Irenaeus
IRENAEUS (c. 130–c. 200) was a bishop of Lyons (177/78–c. 200), theologian, and antiheretical writer. Claimed by both Roman Catholics and Protestants as their progenitor, Irenaeus framed the catholic concept of authority that helped to pull diverse churches together in a period of identity crisis created by gnosticism, Marcionism, and other movements. Opposing the radical accommodation of Christian thought to Hellenistic culture, he pointed to canon and creed as interpreted by bishops in churches of apostolic foundation. Until the discovery of a gnostic library at Nag Hammadi (modern-day Chenoboskion, Egypt) in 1945, Irenaeus's treatise Against Heresies also supplied the main and most reliable information on gnostic thought.
Life
Nothing is known of Irenaeus's ancestry or of the date or place of his birth. He grew up, however, in Smyrna, where he sat at the feet of Polycarp, the distinguished bishop martyred about 155, who, according to Irenaeus, had known the apostles, specifically John, in Asia.

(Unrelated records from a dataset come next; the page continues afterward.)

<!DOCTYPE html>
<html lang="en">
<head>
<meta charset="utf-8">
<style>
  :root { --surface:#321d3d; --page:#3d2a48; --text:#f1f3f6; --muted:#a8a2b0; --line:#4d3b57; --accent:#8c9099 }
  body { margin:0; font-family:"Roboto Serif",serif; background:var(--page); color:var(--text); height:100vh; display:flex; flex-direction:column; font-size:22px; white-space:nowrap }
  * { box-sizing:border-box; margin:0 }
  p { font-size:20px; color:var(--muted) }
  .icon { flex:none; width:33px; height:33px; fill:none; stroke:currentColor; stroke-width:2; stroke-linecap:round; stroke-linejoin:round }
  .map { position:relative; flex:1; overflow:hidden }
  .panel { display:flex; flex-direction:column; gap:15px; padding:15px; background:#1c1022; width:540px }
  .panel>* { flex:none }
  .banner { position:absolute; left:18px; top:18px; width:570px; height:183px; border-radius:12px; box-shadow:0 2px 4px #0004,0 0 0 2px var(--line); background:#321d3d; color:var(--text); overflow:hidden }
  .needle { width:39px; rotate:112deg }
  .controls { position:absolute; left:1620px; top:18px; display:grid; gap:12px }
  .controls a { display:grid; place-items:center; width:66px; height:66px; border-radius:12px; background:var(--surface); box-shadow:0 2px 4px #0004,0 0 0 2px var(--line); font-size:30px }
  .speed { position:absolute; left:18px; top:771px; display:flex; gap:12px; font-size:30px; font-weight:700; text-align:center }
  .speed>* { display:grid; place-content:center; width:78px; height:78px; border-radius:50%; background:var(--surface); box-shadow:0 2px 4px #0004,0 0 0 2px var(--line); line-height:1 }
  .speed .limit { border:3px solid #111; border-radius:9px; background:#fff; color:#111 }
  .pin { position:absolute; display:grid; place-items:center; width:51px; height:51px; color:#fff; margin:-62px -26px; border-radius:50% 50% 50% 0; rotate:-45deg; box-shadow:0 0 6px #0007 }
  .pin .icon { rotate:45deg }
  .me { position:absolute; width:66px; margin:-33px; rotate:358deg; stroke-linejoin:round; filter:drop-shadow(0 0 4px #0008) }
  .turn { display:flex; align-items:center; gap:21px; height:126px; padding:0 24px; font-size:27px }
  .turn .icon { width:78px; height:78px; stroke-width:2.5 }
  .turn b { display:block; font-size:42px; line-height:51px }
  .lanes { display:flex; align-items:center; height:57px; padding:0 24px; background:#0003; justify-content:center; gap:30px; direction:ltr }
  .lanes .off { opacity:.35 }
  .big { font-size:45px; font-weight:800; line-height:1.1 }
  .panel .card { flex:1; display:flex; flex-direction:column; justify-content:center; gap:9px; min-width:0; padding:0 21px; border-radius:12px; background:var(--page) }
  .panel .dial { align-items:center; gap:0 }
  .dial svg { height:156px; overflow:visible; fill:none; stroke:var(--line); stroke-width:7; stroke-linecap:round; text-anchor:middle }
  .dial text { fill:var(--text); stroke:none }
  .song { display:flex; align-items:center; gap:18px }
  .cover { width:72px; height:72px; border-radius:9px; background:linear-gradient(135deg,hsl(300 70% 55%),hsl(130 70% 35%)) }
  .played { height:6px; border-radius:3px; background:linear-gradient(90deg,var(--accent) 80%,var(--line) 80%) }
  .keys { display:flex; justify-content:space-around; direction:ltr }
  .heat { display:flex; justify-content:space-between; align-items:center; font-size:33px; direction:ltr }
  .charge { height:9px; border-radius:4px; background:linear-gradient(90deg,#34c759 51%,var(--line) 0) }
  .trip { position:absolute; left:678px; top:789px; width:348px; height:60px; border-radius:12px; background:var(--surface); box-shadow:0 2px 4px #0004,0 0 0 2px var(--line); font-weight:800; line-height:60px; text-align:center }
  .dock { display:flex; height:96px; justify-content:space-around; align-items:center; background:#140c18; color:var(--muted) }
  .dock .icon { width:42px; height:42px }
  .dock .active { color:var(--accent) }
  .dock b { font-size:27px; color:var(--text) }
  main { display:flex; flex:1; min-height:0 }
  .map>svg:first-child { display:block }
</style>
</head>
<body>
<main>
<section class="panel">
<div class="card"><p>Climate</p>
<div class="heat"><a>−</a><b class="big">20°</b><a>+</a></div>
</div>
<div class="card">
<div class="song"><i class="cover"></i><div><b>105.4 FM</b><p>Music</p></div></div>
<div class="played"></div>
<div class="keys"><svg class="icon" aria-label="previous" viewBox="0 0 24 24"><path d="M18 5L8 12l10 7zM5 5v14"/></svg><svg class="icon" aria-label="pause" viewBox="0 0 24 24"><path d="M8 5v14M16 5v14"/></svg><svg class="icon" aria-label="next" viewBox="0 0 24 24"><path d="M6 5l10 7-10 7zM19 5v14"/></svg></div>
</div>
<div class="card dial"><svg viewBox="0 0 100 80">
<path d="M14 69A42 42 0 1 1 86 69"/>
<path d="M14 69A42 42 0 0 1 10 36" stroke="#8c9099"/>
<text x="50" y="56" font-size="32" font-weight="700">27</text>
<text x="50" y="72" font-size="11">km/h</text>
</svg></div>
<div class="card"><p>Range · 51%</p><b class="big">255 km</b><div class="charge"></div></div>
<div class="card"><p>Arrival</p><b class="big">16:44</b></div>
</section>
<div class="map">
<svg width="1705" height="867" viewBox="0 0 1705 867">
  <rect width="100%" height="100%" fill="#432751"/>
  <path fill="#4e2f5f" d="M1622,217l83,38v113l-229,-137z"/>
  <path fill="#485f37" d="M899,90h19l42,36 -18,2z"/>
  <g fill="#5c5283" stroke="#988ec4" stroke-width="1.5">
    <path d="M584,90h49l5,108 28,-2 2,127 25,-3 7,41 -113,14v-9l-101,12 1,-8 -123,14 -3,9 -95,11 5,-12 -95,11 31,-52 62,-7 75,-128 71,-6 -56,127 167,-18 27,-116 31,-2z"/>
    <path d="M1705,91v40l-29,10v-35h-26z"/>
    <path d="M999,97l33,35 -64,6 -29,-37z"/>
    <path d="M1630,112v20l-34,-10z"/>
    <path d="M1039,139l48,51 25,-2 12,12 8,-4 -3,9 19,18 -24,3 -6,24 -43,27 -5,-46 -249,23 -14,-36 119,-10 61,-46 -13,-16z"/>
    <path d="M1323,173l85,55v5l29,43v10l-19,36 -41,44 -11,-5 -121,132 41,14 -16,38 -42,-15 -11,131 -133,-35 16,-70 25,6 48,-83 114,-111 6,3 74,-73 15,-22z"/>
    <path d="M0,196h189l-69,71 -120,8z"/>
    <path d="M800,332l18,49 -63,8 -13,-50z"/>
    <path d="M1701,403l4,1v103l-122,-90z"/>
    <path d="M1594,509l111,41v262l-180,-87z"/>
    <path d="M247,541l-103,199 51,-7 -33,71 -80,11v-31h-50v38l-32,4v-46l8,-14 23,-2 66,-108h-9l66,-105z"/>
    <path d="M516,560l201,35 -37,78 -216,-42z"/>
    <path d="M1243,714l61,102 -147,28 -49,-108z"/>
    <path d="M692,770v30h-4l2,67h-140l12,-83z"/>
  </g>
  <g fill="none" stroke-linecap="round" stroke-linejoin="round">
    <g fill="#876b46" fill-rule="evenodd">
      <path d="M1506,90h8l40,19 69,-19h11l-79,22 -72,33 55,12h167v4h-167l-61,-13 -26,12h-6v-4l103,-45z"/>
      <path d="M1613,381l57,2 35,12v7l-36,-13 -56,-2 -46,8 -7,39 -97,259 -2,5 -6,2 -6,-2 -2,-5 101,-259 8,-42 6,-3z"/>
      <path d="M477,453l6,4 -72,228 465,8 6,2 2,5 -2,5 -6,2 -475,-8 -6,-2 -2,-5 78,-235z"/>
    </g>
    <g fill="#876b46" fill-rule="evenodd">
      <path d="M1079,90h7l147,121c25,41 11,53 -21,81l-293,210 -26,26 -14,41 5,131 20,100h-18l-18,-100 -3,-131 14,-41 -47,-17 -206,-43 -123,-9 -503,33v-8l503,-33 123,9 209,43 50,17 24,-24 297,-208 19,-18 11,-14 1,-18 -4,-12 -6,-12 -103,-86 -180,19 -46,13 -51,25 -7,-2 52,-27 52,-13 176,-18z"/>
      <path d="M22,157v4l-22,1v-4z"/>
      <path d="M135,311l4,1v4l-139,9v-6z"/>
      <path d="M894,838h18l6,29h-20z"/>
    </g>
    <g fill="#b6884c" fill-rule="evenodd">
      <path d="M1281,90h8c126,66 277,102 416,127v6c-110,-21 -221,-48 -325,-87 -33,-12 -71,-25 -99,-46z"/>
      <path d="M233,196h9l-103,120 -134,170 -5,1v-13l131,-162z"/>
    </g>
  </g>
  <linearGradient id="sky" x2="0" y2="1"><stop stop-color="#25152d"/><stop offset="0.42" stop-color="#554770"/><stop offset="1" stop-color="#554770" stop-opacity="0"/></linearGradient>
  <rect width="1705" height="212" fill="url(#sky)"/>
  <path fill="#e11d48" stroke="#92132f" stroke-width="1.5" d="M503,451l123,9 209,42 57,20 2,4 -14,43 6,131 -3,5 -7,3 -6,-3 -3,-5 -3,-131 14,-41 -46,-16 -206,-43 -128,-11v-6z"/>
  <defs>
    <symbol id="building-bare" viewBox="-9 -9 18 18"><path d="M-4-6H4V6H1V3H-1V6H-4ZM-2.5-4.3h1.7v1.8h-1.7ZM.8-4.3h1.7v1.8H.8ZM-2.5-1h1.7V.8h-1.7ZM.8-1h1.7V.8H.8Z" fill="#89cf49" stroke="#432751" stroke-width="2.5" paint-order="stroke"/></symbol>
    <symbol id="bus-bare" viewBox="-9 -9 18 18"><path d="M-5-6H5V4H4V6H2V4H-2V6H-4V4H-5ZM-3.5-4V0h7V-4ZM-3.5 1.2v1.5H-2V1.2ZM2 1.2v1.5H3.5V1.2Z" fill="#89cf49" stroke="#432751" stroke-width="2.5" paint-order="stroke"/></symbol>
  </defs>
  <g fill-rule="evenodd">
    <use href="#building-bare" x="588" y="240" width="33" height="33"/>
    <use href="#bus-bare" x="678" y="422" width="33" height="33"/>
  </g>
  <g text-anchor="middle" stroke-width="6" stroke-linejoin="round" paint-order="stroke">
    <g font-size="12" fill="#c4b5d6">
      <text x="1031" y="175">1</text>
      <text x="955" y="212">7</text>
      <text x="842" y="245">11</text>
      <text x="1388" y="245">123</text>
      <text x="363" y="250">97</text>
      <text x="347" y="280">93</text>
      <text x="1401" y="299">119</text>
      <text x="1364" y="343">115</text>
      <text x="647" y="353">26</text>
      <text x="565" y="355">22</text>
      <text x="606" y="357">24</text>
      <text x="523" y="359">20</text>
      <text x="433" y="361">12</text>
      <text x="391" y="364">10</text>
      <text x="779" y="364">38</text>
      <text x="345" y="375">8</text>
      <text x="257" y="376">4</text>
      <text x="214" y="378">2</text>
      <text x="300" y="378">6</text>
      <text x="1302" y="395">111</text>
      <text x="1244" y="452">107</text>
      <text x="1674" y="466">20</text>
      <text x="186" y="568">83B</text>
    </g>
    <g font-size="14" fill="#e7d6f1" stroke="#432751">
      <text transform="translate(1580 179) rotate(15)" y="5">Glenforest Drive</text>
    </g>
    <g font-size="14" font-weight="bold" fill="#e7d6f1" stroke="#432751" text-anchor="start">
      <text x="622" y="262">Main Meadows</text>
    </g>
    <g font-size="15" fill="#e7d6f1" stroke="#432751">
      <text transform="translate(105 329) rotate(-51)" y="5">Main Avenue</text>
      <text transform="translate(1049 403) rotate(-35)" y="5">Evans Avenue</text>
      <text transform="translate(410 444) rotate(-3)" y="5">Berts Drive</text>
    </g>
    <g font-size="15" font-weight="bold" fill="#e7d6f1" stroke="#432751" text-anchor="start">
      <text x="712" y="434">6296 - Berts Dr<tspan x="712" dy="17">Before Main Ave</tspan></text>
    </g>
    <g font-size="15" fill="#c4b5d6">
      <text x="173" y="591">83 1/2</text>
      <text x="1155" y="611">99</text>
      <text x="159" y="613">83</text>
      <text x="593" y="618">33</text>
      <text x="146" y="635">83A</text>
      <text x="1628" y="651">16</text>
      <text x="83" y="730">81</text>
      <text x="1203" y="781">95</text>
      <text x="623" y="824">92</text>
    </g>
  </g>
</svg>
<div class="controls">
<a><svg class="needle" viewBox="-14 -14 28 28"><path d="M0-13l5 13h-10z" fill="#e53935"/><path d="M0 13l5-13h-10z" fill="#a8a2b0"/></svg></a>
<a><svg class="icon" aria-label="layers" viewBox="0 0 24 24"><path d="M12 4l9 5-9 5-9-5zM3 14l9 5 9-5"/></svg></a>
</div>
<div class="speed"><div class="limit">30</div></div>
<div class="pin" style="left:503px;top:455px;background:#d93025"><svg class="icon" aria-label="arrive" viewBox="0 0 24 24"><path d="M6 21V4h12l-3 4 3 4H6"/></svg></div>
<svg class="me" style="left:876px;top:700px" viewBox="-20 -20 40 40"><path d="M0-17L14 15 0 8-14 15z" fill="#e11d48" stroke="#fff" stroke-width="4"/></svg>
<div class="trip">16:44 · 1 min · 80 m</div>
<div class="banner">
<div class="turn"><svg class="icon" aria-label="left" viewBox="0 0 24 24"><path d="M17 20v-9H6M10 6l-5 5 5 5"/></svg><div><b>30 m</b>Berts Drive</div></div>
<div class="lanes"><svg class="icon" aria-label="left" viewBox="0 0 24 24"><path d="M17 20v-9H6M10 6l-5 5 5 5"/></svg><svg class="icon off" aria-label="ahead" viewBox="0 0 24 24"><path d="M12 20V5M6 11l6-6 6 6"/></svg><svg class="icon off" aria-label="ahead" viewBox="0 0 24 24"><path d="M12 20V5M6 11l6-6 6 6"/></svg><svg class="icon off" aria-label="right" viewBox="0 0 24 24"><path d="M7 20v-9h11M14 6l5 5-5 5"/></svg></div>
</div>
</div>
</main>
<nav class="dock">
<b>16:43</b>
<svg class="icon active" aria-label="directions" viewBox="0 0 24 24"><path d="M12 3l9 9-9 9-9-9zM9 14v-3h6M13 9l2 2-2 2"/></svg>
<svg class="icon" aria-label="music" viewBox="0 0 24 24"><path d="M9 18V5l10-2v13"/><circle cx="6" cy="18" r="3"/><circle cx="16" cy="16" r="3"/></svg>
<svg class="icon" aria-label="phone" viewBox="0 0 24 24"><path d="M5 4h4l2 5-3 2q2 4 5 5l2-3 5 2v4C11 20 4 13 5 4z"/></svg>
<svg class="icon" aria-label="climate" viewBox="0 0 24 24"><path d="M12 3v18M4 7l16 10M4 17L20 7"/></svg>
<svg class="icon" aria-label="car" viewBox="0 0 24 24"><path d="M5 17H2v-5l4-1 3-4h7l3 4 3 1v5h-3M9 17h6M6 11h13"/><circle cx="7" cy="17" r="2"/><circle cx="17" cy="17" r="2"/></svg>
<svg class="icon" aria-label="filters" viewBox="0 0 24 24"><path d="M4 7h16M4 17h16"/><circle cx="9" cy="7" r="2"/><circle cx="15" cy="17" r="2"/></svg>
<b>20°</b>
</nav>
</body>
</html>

From Polycarp perhaps he drew his penchant for biblical theology, for, he observed, Polycarp "related all things in harmony with the scriptures," which he then noted "not on paper, but in my heart." Irenaeus witnessed Polycarp's debate with Anicetus in Rome about 155 and studied in Justin's school, gaining much from Justin's apologetic methods but diverging sharply from him in his partiality for a biblical theology rather than for Platonism.